• _EXERCISE DIRECTIONS_
Pictures stay out of this copy, which runs from the first line of the material through the line containing "font-size:38px; font-weight:600; line-height:1.1".
** GIVEN RECORDS follows **
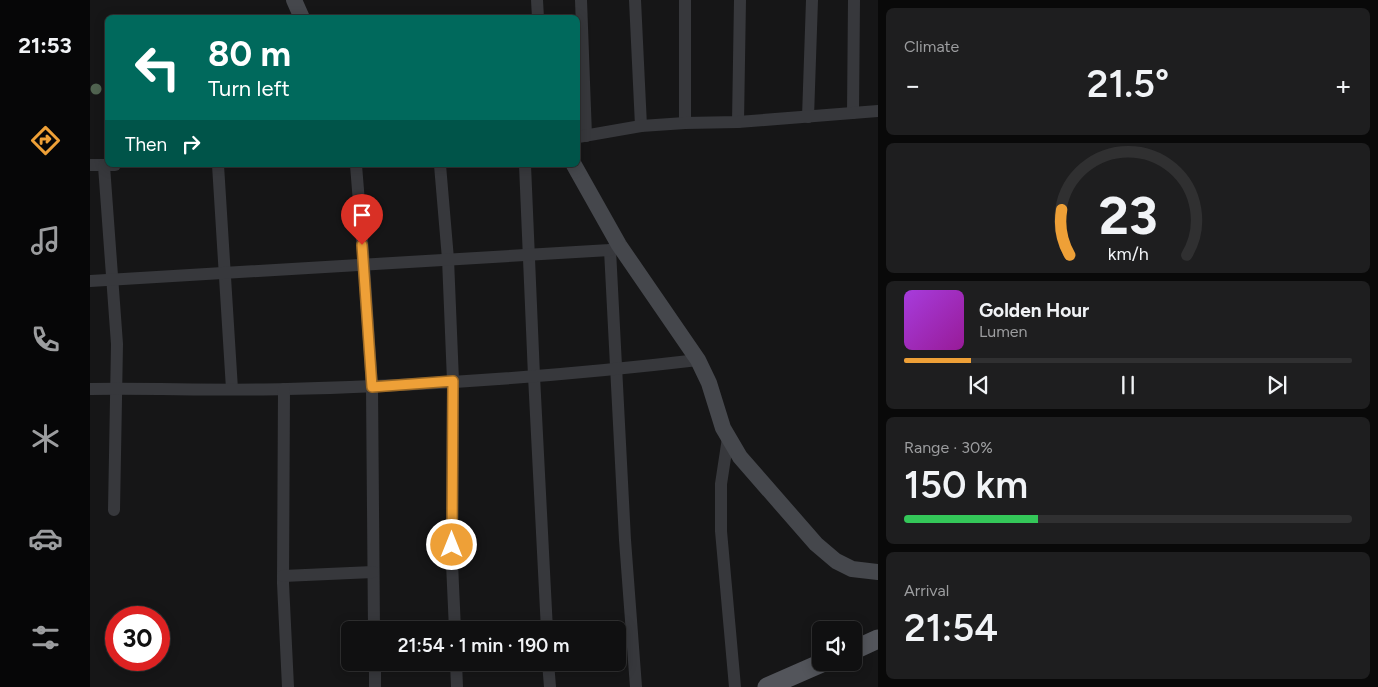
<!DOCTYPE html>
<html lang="en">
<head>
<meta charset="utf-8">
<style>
	body { margin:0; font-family:Figtree,sans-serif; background:#1e1e1f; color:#f1f3f6; height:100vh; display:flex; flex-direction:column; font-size:19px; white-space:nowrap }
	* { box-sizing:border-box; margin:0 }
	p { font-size:16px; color:#9c9d9f }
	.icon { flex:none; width:28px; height:28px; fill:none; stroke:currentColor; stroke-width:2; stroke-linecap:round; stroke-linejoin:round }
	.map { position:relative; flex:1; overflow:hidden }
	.drawer { display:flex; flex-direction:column; gap:8px; padding:8px; background:#090909; width:500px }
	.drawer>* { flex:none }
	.top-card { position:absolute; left:15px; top:15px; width:475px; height:152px; border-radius:8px; box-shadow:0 2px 12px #0003,0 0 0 1px #303031; background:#00695c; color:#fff; overflow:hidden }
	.tools { position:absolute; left:722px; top:621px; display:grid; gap:10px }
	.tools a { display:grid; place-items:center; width:50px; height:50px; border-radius:8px; background:#101011; box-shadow:0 2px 12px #0003,0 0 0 1px #303031; font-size:25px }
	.speed { position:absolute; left:15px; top:606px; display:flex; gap:10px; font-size:25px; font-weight:700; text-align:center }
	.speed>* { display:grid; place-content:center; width:65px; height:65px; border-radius:50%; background:#101011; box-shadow:0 2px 12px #0003,0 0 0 1px #303031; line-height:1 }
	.speed .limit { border:8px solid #d22; background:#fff; color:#111 }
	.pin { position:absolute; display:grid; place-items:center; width:42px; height:42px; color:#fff; margin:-51px -21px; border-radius:50% 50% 50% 0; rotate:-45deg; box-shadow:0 0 5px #0007 }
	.pin .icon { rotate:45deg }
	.me { position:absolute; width:55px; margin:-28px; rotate:0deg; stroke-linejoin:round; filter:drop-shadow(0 0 4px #0008) }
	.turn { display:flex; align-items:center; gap:18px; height:105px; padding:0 20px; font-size:22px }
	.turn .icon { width:65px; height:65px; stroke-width:2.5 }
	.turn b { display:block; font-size:35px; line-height:42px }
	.then { display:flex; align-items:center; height:48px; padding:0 20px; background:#0003; gap:10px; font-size:19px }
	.big { font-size:38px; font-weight:600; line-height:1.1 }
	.drawer .tile { flex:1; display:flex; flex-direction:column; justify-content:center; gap:8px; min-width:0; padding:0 18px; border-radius:8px; background:#1e1e1f }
	.drawer .dial { align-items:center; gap:0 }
	.dial svg { height:130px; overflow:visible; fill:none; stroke:#303031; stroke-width:7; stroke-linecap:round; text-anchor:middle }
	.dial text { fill:#f1f3f6; stroke:none }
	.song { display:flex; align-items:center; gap:15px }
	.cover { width:60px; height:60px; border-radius:8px; background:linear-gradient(135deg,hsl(280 70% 55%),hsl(300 70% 35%)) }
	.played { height:5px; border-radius:2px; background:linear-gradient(90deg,#eea037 15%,#303031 15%) }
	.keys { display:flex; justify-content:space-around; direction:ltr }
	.heat { display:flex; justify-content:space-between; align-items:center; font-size:28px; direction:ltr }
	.charge { height:8px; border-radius:4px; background:linear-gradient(90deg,#34c759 30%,#303031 0) }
	.trip { position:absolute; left:251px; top:621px; width:285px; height:50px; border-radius:8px; background:#101011; box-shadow:0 2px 12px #0003,0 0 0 1px #303031; font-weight:600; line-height:50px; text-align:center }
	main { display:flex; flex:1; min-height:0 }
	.tabs { display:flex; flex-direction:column; width:90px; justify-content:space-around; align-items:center; background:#060607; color:#9c9d9f }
	.tabs .icon { width:35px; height:35px }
	.tabs .active { color:#eea037 }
	.tabs b { font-size:22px; color:#f1f3f6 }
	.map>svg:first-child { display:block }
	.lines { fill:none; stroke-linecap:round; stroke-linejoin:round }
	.minor { stroke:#37383c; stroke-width:12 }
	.secondary { stroke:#45474c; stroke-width:16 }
	.primary { stroke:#53555b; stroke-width:19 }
	.tree { fill:#506350 }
	.route-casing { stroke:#9b6824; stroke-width:12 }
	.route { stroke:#eea037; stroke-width:9 }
</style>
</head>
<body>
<main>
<nav class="tabs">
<b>21:53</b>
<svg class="icon active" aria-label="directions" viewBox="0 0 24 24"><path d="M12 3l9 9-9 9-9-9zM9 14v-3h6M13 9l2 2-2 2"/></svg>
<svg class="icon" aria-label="music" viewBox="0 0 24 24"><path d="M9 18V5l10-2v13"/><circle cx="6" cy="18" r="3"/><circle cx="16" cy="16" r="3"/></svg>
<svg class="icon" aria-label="phone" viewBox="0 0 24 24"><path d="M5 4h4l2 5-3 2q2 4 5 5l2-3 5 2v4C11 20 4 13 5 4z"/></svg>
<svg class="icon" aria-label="climate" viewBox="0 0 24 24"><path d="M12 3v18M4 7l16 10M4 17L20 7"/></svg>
<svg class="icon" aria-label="car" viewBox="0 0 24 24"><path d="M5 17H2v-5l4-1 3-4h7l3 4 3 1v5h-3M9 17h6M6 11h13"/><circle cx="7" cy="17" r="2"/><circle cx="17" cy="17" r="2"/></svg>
<svg class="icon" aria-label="filters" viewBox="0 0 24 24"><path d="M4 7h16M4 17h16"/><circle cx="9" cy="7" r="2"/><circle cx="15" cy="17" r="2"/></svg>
</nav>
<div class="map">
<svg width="788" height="687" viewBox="0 0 788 687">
	<rect width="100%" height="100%" fill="#161617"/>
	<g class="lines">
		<g class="minor">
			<path d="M447,0L448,18"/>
			<path d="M491,0L496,136"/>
			<path d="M545,0L551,126"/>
			<path d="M595,0V123"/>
			<path d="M763,113L764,0"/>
			<path d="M718,117L722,0"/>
			<path d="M648,122L650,0"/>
			<path d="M488,137L551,126L595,123L648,122L788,111"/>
			<path d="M0,165H25"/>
			<path d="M128,165L142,389"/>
			<path d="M266,165L274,265L282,387L284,630"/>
			<path d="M350,165L358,259L363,381L362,563L365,630"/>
			<path d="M435,165L444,376L457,630"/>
			<path d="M14,166L27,344L24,510"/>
			<path d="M520,250L535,540L546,687"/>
			<path d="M0,281L520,250L529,245"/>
			<path d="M0,389C66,388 131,391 197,389C334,386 472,376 608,360"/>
			<path d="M194,389L193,583L198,687"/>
			<path d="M638,438L631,484V531L645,687"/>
			<path d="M193,576L283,572"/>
			<path d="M285,662V687"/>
			<path d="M366,662L367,687"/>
			<path d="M458,662L460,687"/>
		</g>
		<g class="secondary">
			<path d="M204,0L212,18"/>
			<path d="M484,165L529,245L608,360L619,383L633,428L650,457L726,544L746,561L762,569L788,572"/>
		</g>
		<g class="primary">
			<path d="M764,650L788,639"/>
			<path d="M677,687L734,662"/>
		</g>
	</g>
	<circle class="tree" cx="6" cy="89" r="5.5"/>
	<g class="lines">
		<defs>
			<path id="route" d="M272,245L282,387L363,381L362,545"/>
		</defs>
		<use href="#route" class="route-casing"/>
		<use href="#route" class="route"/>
	</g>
</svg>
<div class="tools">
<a><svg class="icon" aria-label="sound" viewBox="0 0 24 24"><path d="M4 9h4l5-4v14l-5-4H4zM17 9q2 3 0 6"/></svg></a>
</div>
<div class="speed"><div class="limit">30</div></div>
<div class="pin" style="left:272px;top:245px;background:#d93025"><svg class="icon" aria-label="arrive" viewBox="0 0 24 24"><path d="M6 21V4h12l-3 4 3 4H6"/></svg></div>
<svg class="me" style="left:362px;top:545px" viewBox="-20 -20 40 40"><circle r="17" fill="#eea037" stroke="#fff" stroke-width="3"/><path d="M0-11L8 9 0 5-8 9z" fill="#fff"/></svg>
<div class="trip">21:54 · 1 min · 190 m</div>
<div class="top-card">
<div class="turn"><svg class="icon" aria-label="left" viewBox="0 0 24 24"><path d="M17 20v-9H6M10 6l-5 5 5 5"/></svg><div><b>80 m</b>Turn left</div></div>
<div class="then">Then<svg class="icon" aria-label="right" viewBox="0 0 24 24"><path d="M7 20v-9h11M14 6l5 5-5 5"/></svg></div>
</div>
</div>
<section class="drawer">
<div class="tile"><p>Climate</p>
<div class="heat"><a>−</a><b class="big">21.5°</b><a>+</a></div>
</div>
<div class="tile dial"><svg viewBox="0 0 100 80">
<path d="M14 69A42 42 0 1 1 86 69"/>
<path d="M14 69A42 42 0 0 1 9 41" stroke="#eea037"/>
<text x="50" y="56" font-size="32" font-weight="700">23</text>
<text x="50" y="72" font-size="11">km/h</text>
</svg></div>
<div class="tile">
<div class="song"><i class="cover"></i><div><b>Golden Hour</b><p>Lumen</p></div></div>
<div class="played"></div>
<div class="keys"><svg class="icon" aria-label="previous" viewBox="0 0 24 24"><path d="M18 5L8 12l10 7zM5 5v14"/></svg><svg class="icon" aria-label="pause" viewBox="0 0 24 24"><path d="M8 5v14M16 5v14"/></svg><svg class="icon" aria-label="next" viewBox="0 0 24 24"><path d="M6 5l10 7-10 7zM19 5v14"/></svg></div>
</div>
<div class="tile"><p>Range · 30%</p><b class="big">150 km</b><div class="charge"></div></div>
<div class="tile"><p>Arrival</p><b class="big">21:54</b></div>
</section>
</main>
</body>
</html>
** End of GIVEN RECORDS **
• _TASK OUTPUT_
<!DOCTYPE html>
<html lang="en">
<head>
<meta charset="utf-8">
<style>
	body { margin:0; font-family:Figtree,sans-serif; background:#1e1e1f; color:#f1f3f6; height:100vh; display:flex; flex-direction:column; font-size:19px; white-space:nowrap }
	* { box-sizing:border-box; margin:0 }
	p { font-size:16px; color:#9c9d9f }
	.icon { flex:none; width:28px; height:28px; fill:none; stroke:currentColor; stroke-width:2; stroke-linecap:round; stroke-linejoin:round }
	.map { position:relative; flex:1; overflow:hidden }
	.drawer { display:flex; flex-direction:column; gap:8px; padding:8px; background:#090909; width:500px }
	.drawer>* { flex:none }
	.top-card { position:absolute; left:15px; top:15px; width:475px; height:152px; border-radius:8px; box-shadow:0 2px 12px #0003,0 0 0 1px #303031; background:#00695c; color:#fff; overflow:hidden }
	.tools { position:absolute; left:722px; top:621px; display:grid; gap:10px }
	.tools a { display:grid; place-items:center; width:50px; height:50px; border-radius:8px; background:#101011; box-shadow:0 2px 12px #0003,0 0 0 1px #303031; font-size:25px }
	.speed { position:absolute; left:15px; top:606px; display:flex; gap:10px; font-size:25px; font-weight:700; text-align:center }
	.speed>* { display:grid; place-content:center; width:65px; height:65px; border-radius:50%; background:#101011; box-shadow:0 2px 12px #0003,0 0 0 1px #303031; line-height:1 }
	.speed .limit { border:8px solid #d22; background:#fff; color:#111 }
	.pin { position:absolute; display:grid; place-items:center; width:42px; height:42px; color:#fff; margin:-51px -21px; border-radius:50% 50% 50% 0; rotate:-45deg; box-shadow:0 0 5px #0007 }
	.pin .icon { rotate:45deg }
	.me { position:absolute; width:55px; margin:-28px; rotate:0deg; stroke-linejoin:round; filter:drop-shadow(0 0 4px #0008) }
	.turn { display:flex; align-items:center; gap:18px; height:105px; padding:0 20px; font-size:22px }
	.turn .icon { width:65px; height:65px; stroke-width:2.5 }
	.turn b { display:block; font-size:35px; line-height:42px }
	.then { display:flex; align-items:center; height:48px; padding:0 20px; background:#0003; gap:10px; font-size:19px }
	.big { font-size:38px; font-weight:600; line-height:1.1 }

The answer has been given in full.